## INSTRUCTIONS TO FOLLOW
For the listing underneath, give the count of lines containing the string "evenodd" and nothing further.

## RECORDS PROVIDED
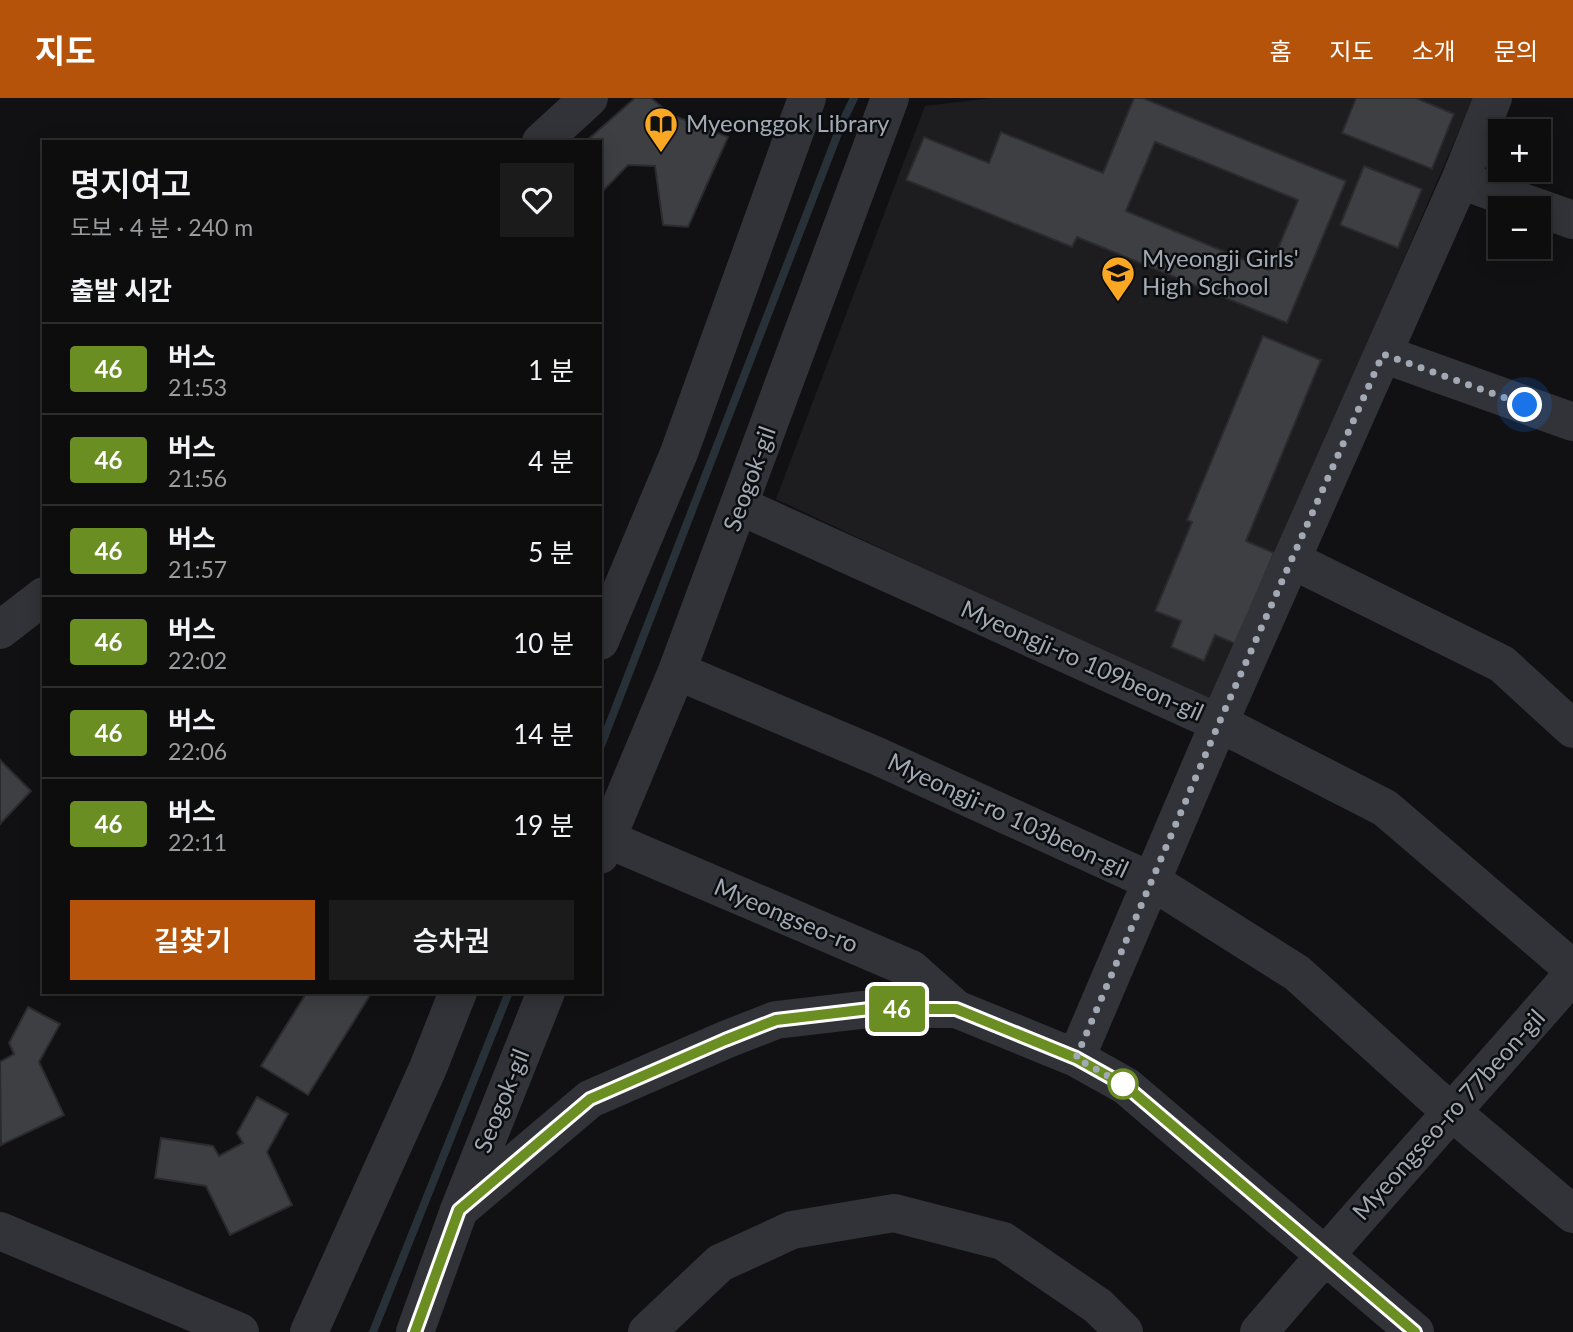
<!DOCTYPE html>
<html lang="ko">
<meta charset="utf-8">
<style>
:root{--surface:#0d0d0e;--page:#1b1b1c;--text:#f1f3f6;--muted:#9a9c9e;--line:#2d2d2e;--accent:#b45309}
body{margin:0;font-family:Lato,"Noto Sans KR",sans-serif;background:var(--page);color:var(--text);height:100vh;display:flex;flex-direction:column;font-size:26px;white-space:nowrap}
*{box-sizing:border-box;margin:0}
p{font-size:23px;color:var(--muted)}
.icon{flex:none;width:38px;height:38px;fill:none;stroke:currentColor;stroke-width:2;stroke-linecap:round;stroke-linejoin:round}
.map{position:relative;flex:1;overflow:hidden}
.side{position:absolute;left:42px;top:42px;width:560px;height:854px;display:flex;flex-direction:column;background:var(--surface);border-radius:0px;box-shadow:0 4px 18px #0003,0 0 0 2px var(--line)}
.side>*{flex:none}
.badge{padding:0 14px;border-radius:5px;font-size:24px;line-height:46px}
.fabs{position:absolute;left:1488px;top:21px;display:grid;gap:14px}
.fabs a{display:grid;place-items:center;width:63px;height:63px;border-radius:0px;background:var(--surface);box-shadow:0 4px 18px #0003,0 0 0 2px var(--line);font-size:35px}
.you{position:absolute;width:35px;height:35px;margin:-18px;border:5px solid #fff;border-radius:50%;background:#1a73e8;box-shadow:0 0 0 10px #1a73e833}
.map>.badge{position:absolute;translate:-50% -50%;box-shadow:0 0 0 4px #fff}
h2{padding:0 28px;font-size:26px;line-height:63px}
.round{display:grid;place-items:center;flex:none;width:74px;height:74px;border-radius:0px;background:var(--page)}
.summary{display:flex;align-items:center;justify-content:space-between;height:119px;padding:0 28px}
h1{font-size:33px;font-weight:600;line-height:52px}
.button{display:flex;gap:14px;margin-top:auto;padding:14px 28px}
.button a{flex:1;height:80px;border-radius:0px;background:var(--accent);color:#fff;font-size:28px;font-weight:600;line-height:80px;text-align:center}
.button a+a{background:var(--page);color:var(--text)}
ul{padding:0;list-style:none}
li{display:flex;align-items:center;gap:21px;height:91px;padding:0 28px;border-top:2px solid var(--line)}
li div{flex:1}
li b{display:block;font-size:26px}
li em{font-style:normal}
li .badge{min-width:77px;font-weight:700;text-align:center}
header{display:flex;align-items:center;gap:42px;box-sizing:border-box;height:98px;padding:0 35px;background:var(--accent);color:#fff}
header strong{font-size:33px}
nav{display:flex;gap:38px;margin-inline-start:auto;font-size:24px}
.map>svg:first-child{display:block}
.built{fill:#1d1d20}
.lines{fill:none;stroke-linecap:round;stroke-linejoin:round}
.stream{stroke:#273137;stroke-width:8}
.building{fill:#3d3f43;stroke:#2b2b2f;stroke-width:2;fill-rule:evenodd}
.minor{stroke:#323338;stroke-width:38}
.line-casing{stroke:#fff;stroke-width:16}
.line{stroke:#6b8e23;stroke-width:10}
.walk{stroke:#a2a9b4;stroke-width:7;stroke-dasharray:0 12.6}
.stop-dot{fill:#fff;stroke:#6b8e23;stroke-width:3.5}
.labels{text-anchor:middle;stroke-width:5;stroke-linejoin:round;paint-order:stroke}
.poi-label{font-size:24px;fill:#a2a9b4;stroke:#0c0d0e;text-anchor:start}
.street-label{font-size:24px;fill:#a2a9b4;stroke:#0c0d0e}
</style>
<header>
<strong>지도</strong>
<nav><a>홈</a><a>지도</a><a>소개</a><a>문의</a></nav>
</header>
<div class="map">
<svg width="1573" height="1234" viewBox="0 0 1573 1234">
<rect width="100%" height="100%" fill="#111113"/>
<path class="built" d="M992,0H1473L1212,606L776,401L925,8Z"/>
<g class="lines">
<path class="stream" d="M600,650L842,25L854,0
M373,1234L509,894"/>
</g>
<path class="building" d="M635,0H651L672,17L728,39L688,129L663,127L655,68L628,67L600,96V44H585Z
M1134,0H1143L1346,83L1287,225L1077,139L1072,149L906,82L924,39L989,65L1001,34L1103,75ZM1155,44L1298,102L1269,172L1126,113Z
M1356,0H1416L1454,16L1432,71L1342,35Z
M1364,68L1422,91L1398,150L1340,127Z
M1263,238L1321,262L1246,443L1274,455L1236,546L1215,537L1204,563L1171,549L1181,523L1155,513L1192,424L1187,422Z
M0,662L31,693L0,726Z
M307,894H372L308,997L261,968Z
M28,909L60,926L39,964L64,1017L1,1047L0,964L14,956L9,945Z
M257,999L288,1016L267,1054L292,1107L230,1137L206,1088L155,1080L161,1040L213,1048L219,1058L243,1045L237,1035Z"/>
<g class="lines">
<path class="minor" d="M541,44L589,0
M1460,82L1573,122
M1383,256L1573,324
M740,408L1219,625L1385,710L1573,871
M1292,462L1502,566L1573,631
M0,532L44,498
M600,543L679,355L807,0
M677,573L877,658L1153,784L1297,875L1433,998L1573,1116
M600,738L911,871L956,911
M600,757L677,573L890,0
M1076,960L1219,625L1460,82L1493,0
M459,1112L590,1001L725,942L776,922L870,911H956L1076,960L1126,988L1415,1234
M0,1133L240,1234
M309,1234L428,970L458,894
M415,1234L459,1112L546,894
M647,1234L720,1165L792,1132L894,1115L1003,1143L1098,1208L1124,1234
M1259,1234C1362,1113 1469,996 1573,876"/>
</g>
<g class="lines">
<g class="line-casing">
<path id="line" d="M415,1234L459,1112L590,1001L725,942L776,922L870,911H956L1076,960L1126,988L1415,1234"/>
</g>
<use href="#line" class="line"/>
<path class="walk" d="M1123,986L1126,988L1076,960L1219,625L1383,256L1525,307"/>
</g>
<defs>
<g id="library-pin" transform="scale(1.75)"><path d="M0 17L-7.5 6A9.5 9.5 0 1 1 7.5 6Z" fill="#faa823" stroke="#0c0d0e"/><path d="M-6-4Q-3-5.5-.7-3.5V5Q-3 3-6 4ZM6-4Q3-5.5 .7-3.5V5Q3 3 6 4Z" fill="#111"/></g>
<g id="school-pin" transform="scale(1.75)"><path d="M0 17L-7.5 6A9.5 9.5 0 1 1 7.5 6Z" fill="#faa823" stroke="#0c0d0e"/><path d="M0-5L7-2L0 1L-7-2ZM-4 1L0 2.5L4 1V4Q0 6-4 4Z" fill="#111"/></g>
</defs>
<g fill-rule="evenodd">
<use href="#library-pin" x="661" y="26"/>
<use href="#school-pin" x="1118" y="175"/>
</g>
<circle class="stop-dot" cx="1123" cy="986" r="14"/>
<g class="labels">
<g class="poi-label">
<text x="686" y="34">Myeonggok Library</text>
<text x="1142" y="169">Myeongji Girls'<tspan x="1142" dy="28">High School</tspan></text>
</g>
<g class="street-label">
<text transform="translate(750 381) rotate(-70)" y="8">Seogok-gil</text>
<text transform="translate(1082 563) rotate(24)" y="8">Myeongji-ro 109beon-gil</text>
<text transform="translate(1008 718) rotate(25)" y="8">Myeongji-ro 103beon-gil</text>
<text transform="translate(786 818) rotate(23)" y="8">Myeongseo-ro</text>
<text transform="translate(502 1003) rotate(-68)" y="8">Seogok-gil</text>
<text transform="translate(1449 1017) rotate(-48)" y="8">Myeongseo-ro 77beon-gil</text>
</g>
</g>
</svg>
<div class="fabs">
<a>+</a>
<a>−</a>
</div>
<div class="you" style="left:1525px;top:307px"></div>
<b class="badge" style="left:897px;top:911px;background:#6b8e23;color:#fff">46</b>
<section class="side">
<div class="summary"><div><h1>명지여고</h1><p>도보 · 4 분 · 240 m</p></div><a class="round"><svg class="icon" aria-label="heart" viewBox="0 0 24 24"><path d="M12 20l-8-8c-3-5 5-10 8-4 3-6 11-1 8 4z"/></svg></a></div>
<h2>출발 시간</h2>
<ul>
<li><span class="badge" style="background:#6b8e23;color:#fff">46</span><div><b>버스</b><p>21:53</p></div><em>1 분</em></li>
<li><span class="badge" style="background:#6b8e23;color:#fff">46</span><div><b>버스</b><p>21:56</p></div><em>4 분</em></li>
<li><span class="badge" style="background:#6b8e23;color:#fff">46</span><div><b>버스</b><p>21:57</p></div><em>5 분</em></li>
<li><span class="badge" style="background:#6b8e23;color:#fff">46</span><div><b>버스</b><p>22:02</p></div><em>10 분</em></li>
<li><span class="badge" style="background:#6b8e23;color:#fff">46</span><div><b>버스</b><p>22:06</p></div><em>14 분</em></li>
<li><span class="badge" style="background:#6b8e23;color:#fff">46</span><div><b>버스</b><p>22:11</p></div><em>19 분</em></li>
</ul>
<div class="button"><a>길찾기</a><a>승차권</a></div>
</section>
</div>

## EXERCISE ANSWER
2